If its object is commercial, it can carry out in the usual way and mainly all acts of
trading for its own account, subject to the provisions of article 2 above. He can be
holder of a commercial lease.
Article 6: The acts and documents emanating from the economic interest group and intended for
third parties, in particular letters, invoices, announcements and various publications, must clearly indicate the
name of the grouping, preceded or followed by the words “Economic interest group”, or
the acronym “GIE”, the name of the head office as well as the registration number in the register of
Article 7: The designation “Economic Interest Grouping” and the acronym “GIE” cannot be
used only by groups subject to the provisions of this law.
Chapter II: The Economic Interest Grouping Contract
Article 8: The economic interest grouping is created by virtue of a contract subject to the rules
general contract formation and the provisions of this law.
Article 9: The economic interest grouping contract determines the organization of the grouping and
the rights and obligations of its members, subject to the provisions of this law.
It is drawn up in writing and published under the conditions provided for in Chapter XII of this law.
All modifications to the contract are established and published in the same forms and conditions as
the contract itself. They are only enforceable against third parties from the date of this advertisement.
Article 10: The economic interest grouping contract must contain in particular the information
1) the name of the group;
2) the purpose of the group;
3) the duration for which the group is constituted;
4) the address of the group’s headquarters;
5) the company name or corporate name, the legal form, the address of the registered office of each
members of the grouping, indication of the registration number in the trade register, if there is
takes place, for each of its members, as well as the date of their entry into the grouping if they were there
admitted after its constitution, with mention, where applicable, of the exemption granted to them from
any liability relating to the debts of the group prior to their admission in accordance with
the provisions of Article 17 below;
6) where applicable, the amount and nature of the contributions that must constitute the capital as well as the amount
Article 11: Members have the right to receive a copy or a copy of the contract of
economic interest group.
They have the right, after any modification of the contract, to have a certified copy communicated to them.
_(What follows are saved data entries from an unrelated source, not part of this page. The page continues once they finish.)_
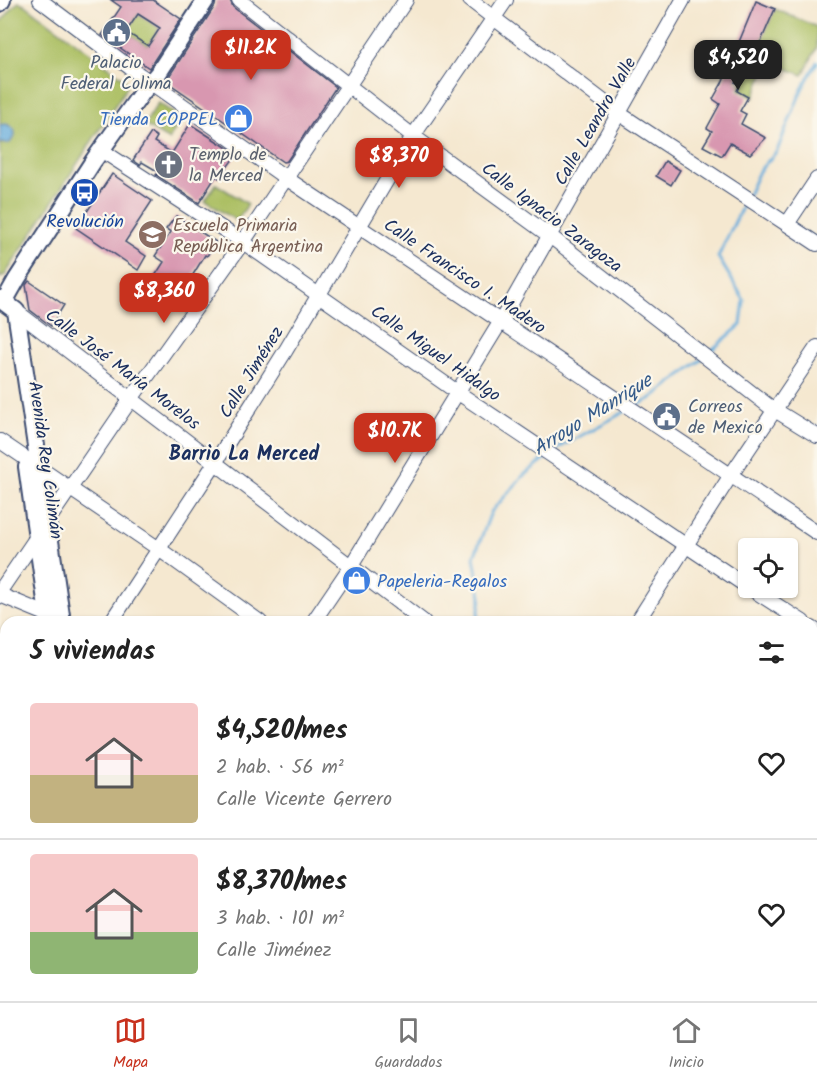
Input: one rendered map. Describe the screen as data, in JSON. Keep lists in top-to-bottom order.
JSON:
{
  "streets": {
    "main road": ["Avenida Rey Colimán"],
    "street": [
      "Calle Leandro Valle",
      "Calle Ignacio Zaragoza",
      "Calle Francisco I. Madero",
      "Calle Miguel Hidalgo",
      "Calle José María Morelos",
      "Calle Jiménez"
    ]
  },
  "crossings": [
    ["Calle Leandro Valle", "Calle Ignacio Zaragoza"],
    ["Calle Leandro Valle", "Calle Francisco I. Madero"],
    ["Calle Leandro Valle", "Calle Miguel Hidalgo"],
    ["Calle Leandro Valle", "Calle José María Morelos"],
    ["Calle Ignacio Zaragoza", "Calle Jiménez"],
    ["Calle Francisco I. Madero", "Calle Jiménez"],
    ["Calle Miguel Hidalgo", "Calle Jiménez"],
    ["Calle José María Morelos", "Calle Jiménez"],
    ["Calle José María Morelos", "Avenida Rey Colimán"]
  ],
  "districts": ["Barrio La Merced"],
  "water": ["Arroyo Manrique"],
  "places": {
    "public building": ["Palacio Federal Colima", "Correos de Mexico"],
    "shop": ["Tienda COPPEL", "Papeleria-Regalos"],
    "church": ["Templo de la Merced"],
    "bus stop": ["Revolución"],
    "school or university": ["Escuela Primaria República Argentina"]
  },
  "page": {
    "price": [
      "$11.2K",
      "$4,520",
      "$8,370",
      "$8,360",
      "$10.7K"
    ],
    "heading": "5 viviendas",
    "list": [
      {
        "name": "$4,520/mes",
        "note": "2 hab. · 56 m² · Calle Vicente Gerrero"
      },
      {
        "name": "$8,370/mes",
        "note": "3 hab. · 101 m² · Calle Jiménez"
      }
    ],
    "tabs": ["Mapa", "Guardados", "Inicio"]
  }
}
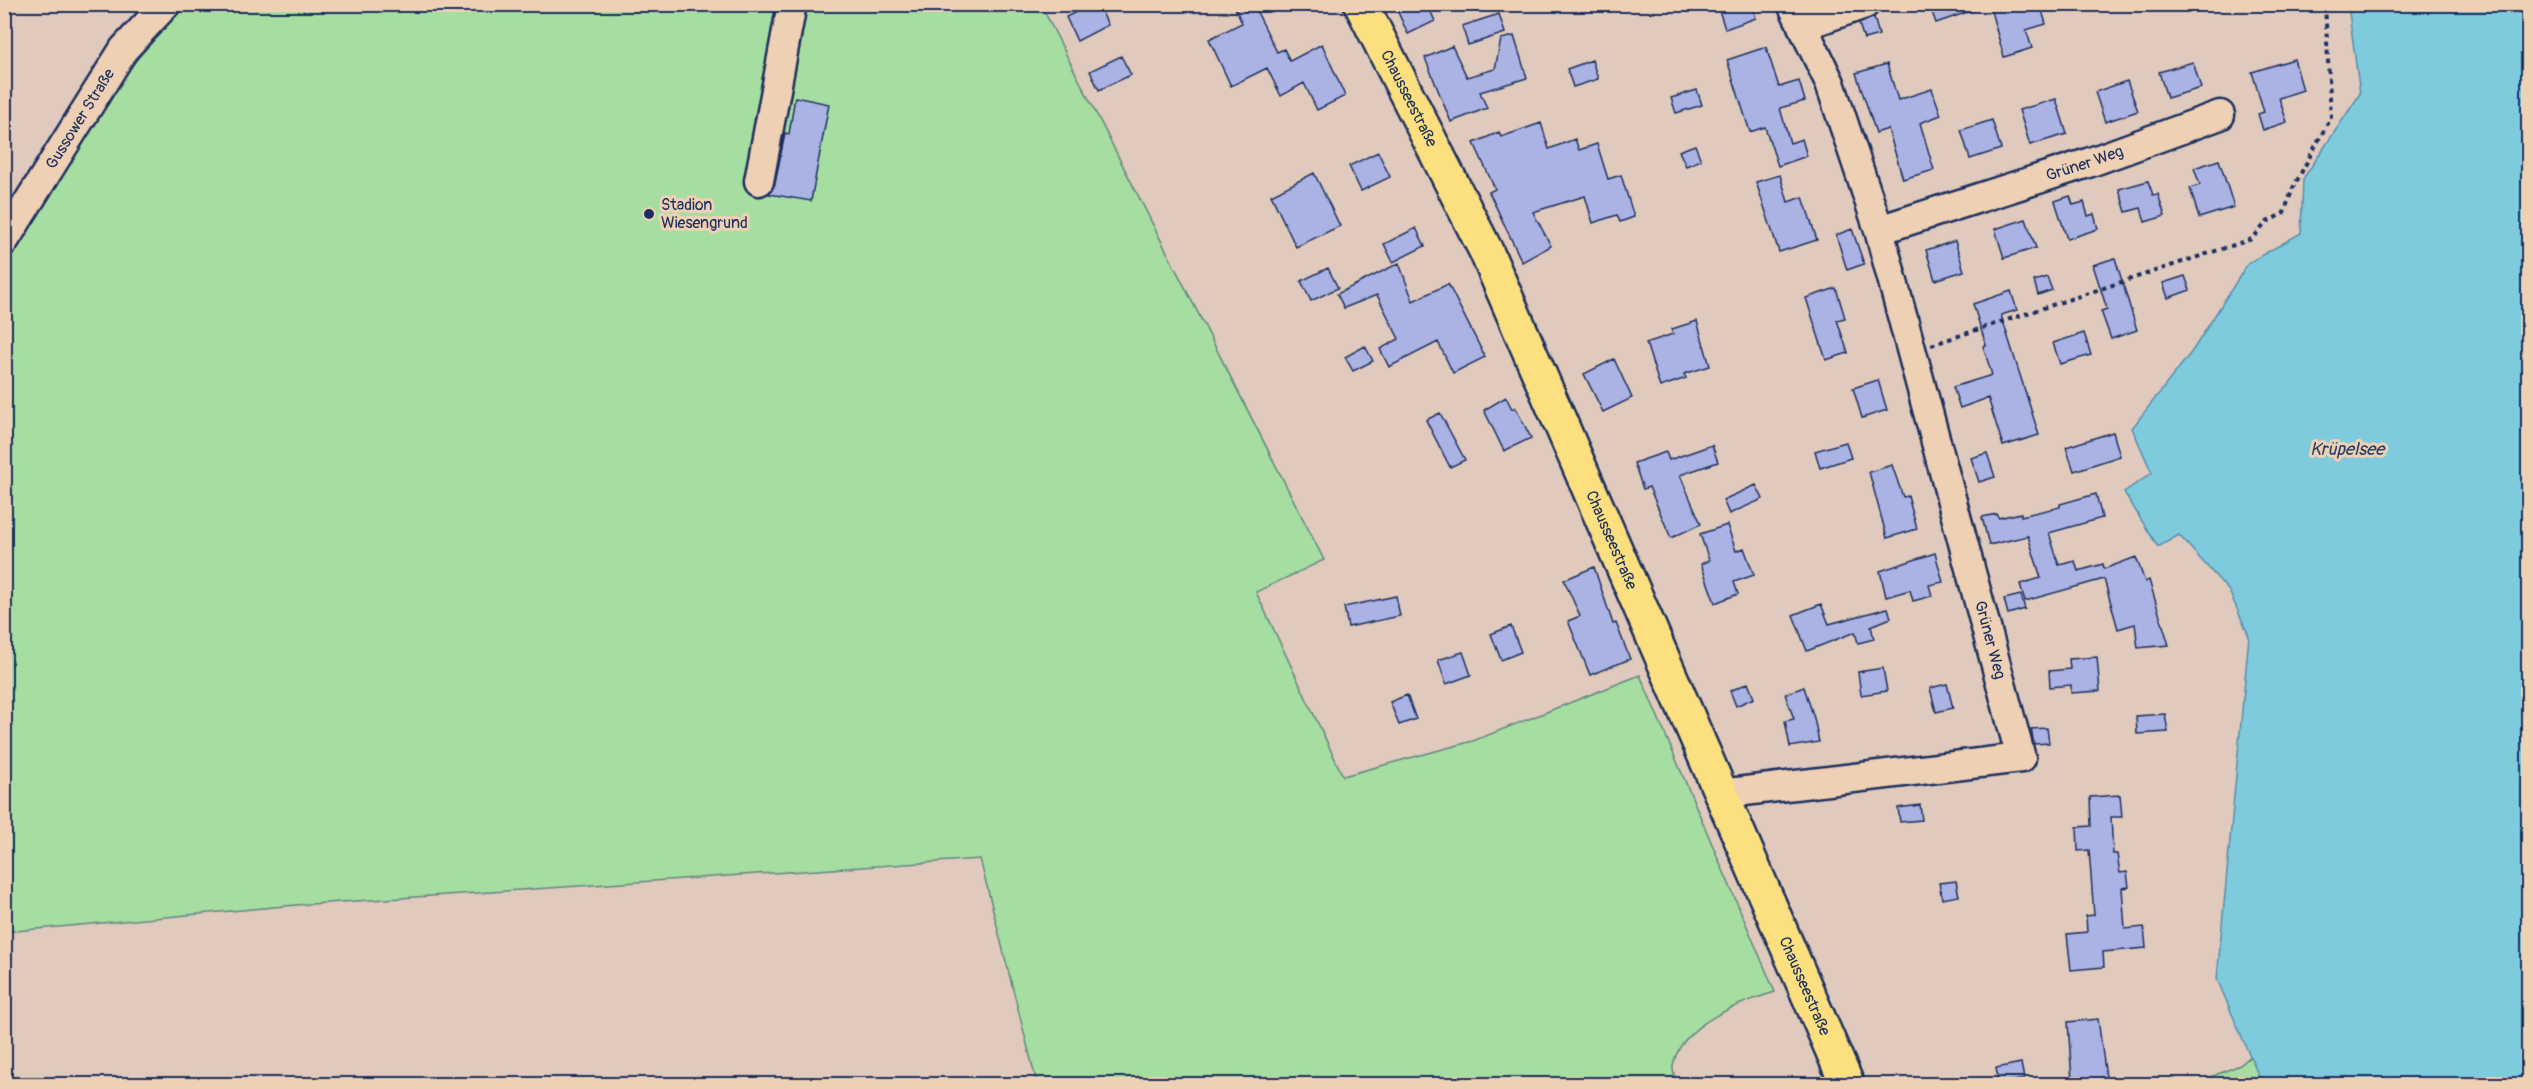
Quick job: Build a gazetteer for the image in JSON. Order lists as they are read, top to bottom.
{
  "streets": {
    "main road": ["Chausseestraße"],
    "street": ["Gussower Straße", "Grüner Weg"]
  },
  "crossings": [
    ["Chausseestraße", "Grüner Weg"]
  ],
  "water": ["Krüpelsee"],
  "places": ["Stadion Wiesengrund"]
}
in accordance with the original of the contract in force.
Article 12: The economic interest grouping contract may be supplemented by a regulation
which sets the operating procedures of the group in accordance with the provisions of
last paragraph of article 30; this regulation is not subject to publicity.
Chapter III: Financial Assistance
Article 13: Without prejudice to the contributions that may be made in the event of incorporation with capital, the
GIE contract may provide for the collection of an entry fee when setting up a GIE or when
the entry of a new member.
The said contract may also provide that contributions intended to cover the costs of
operation of the EIG will be due periodically according to pre-established deadlines or called
according to the group’s operating needs.
Article 14: Members may grant loans or account advances to the group
current; they can also decide that all or part of the profits made, if any, will be
left at the disposal of the group, in the form of advances.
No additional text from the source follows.